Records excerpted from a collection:
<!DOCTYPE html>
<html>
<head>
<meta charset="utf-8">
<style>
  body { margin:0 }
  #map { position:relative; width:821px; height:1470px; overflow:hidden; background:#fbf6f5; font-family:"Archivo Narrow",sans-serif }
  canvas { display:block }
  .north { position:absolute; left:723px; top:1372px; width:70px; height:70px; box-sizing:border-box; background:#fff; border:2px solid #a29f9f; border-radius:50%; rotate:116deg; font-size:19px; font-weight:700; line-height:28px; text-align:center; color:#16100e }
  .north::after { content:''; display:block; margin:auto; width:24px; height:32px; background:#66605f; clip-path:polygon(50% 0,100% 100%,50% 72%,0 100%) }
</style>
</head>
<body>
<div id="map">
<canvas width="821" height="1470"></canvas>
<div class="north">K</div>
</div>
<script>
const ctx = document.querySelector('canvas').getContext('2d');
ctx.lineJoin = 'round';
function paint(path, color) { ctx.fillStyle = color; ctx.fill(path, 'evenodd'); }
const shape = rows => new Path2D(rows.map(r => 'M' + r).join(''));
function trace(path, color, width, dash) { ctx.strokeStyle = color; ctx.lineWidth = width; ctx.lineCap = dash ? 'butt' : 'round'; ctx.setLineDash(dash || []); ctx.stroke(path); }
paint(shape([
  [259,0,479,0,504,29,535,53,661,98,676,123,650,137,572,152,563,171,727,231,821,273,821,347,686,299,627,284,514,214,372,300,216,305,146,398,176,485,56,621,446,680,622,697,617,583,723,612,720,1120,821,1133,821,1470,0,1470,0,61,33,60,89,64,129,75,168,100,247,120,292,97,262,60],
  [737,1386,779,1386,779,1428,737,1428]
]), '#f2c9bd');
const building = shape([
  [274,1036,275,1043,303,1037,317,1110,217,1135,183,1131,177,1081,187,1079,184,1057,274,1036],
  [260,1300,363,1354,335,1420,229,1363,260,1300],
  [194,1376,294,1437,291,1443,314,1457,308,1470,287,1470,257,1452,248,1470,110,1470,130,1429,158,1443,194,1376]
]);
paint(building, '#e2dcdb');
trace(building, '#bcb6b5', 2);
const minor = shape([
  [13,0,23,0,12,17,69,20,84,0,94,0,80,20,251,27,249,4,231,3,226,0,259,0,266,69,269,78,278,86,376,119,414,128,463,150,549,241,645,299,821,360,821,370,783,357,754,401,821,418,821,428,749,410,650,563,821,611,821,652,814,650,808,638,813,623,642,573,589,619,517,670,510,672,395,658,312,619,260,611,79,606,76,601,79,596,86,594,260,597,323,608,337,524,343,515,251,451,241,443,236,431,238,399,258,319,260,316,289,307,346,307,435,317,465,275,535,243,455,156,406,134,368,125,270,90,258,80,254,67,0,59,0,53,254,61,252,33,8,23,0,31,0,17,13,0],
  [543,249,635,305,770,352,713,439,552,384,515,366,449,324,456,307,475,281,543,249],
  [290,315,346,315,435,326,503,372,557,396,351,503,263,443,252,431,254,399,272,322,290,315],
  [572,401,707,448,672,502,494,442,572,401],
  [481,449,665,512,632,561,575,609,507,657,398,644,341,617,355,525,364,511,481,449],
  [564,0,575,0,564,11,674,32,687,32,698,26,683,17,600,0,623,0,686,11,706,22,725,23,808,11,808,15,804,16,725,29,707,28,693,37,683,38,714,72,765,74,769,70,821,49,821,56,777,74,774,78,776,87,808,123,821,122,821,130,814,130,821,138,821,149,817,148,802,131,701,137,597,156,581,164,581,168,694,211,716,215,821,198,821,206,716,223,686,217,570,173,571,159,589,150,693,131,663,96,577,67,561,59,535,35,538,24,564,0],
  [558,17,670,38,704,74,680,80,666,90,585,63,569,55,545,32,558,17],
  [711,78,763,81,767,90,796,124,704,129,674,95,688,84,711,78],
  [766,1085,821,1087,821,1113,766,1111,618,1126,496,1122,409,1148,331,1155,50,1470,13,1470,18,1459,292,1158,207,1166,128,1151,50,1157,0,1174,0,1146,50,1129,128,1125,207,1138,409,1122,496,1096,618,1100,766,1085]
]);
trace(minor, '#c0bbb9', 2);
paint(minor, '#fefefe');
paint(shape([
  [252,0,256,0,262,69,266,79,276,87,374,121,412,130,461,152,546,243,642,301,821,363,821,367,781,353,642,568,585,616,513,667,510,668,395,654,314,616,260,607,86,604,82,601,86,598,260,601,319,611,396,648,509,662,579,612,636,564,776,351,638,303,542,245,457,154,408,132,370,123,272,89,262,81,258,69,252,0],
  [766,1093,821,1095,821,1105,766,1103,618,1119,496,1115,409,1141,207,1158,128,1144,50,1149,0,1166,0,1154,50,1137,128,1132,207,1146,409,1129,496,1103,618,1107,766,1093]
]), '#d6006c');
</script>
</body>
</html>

ACTIVITY: Exactly as they appear above, output the lines of the data from the first through the one that contains "const shape = rows", and only those lines.

FINAL ANSWER:
<!DOCTYPE html>
<html>
<head>
<meta charset="utf-8">
<style>
  body { margin:0 }
  #map { position:relative; width:821px; height:1470px; overflow:hidden; background:#fbf6f5; font-family:"Archivo Narrow",sans-serif }
  canvas { display:block }
  .north { position:absolute; left:723px; top:1372px; width:70px; height:70px; box-sizing:border-box; background:#fff; border:2px solid #a29f9f; border-radius:50%; rotate:116deg; font-size:19px; font-weight:700; line-height:28px; text-align:center; color:#16100e }
  .north::after { content:''; display:block; margin:auto; width:24px; height:32px; background:#66605f; clip-path:polygon(50% 0,100% 100%,50% 72%,0 100%) }
</style>
</head>
<body>
<div id="map">
<canvas width="821" height="1470"></canvas>
<div class="north">K</div>
</div>
<script>
const ctx = document.querySelector('canvas').getContext('2d');
ctx.lineJoin = 'round';
function paint(path, color) { ctx.fillStyle = color; ctx.fill(path, 'evenodd'); }
const shape = rows => new Path2D(rows.map(r => 'M' + r).join(''));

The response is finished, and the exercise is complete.